THIS IS NOT A  S_P_A_M !
valium
xanax
\/loan\/
Increase your Manhood
Subject: =\?iso-8859-1
come.*?check.*?out.*?this.*?exclusive.*?footage
hot.*?brand.*?new.*?adult.*?site
^Content-Type: multipart/mixed; boundary="[0-9]+"
Note spaces in the begin and in the end of sentences.

Borgtex
Groupie
Posts: 52
Joined: Mon Mar 08, 2004 1:32 pm

Post by Borgtex » Mon Mar 08, 2004 2:29 pm

Use at your own risk...

[bcdfghjklmnpqrstvwxyz]{5} - to filter a mail address like gftsfxytu@hotmail.com

\$.*\$ - looks for two dollar signs in a sentence, for a subject like "turn $50 into $50000"

[a-z]\s[a-z]\s[a-z]\s[a-z]\s[a-z] - for a subject with spaces between letters, i.e. "o r d e r o n l i n e"

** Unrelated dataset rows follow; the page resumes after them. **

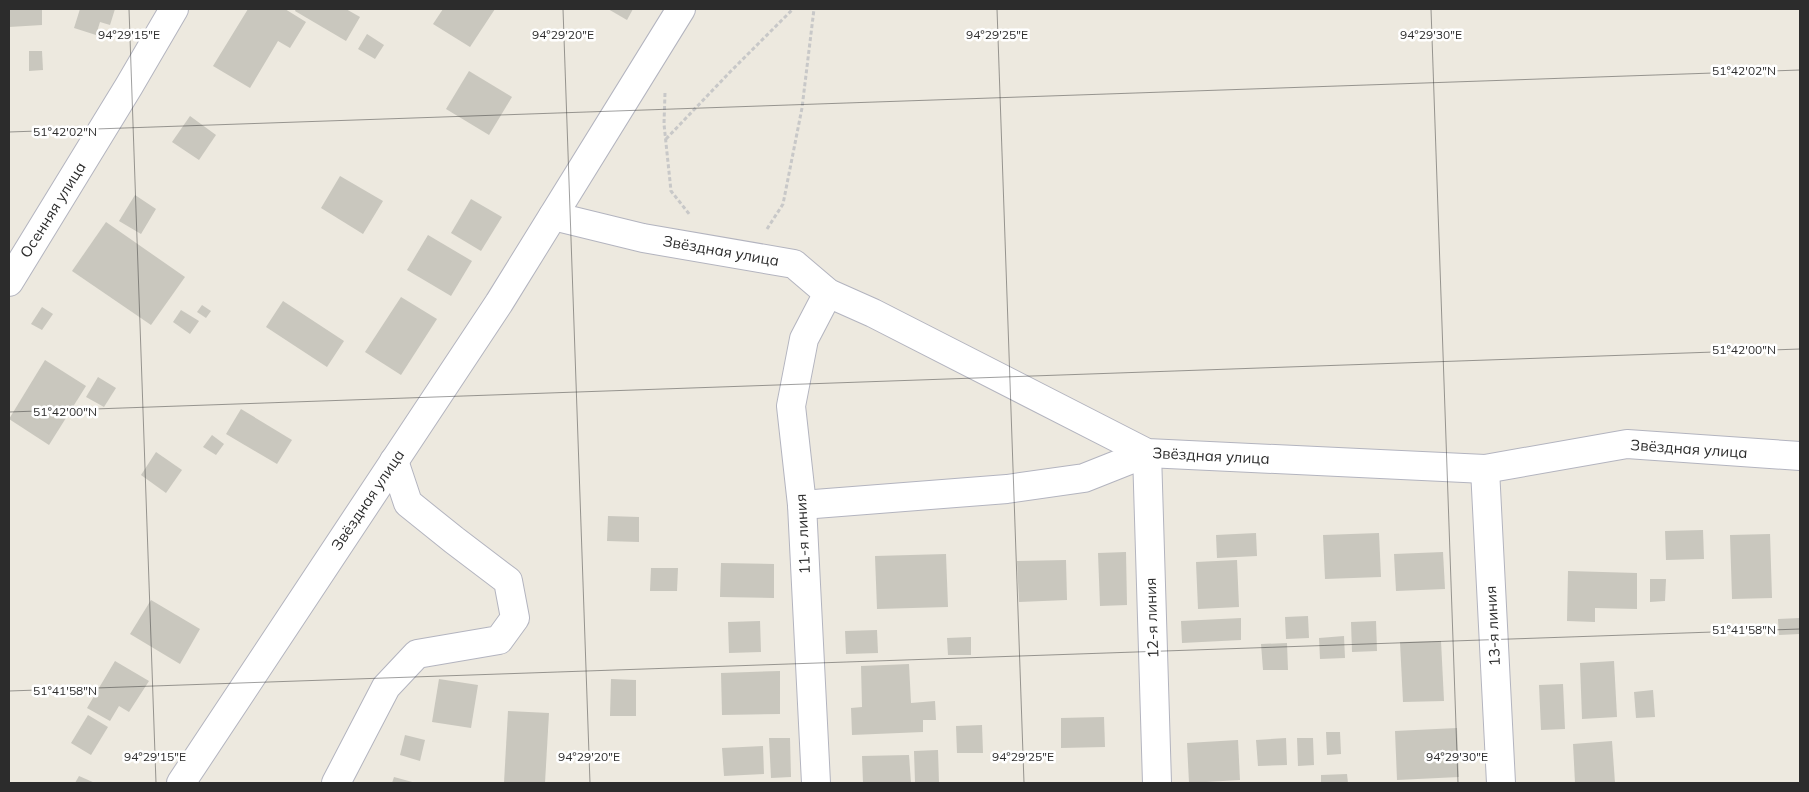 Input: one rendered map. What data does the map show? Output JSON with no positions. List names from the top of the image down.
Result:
{
  "streets": {
    "street": [
      "Осенняя улица",
      "Звёздная улица",
      "11-я линия",
      "12-я линия",
      "13-я линия"
    ]
  },
  "crossings": [
    ["Звёздная улица", "11-я линия"],
    ["Звёздная улица", "12-я линия"],
    ["Звёздная улица", "13-я линия"]
  ],
  "coordinates": [
    "94°29'15\"E",
    "94°29'20\"E",
    "94°29'25\"E",
    "94°29'30\"E",
    "51°42'02\"N",
    "51°42'00\"N",
    "51°41'58\"N"
  ]
}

[0-9]{4}[a-z][0-9]{2} - for a address containing a sequence of 4 digits, followed by a letter, followed by 2 digits, i.e. fht4538v34@hotmail.com
Last edited by Borgtex on Wed Mar 10, 2004 8:48 pm, edited 1 time in total.

User avatar
homaquebec
PopTray Family
Posts: 913
Joined: Tue May 27, 2003 6:47 pm
Location: Québec (Canada)

A rule that works fine

Post by homaquebec » Tue Mar 09, 2004 12:51 am

The rule

Body --> Contains --> [Text]

Content-disposition: attachment; filename=*.pif

[x] Delete on server

succeeded. The message was deleted when checking an other time.

User avatar
vitoco
Veteran
Posts: 422
Joined: Wed Jul 09, 2003 9:22 pm
Location: Chile
Contact:

Post by vitoco » Tue Mar 09, 2004 5:53 am

vitoco wrote:Here is a useful Subject RegExp:

v\W?[1i]\W?[a4]\W?g\W?R\W?[a4]

Set Mark as Spam and it will catch any of the following:

VIAGRA
viagra
V14GR4
vi-agra
E n j o y - V i a g r a
v.i.a.g.r.a
V.i+A=g/r*a
I've extended the previous example:

Code: Select all

(\\/|v)_*\W*_*[iíïìî1l\|]+_*\W*_*[aáäàâ4@]+_*\W*_*[gr6]+_*\W*_*[GR6]+_*\W*_*[aáäàâ4@]_*(\W.*)?$
It will catch all the previous variations plus more:

VIARGA
Vl@6R@
_V_I_A_G_R_A_
via-------gra
***V|agra***
viiargra
\/IAGRÄ

and it will NOT catch:

Vitoco Introduced A Great Regexp exAmple.
Tranvia Grande

Did you get the idea? 8)

++Vitoco

PS: Renier, you can use this in your help file.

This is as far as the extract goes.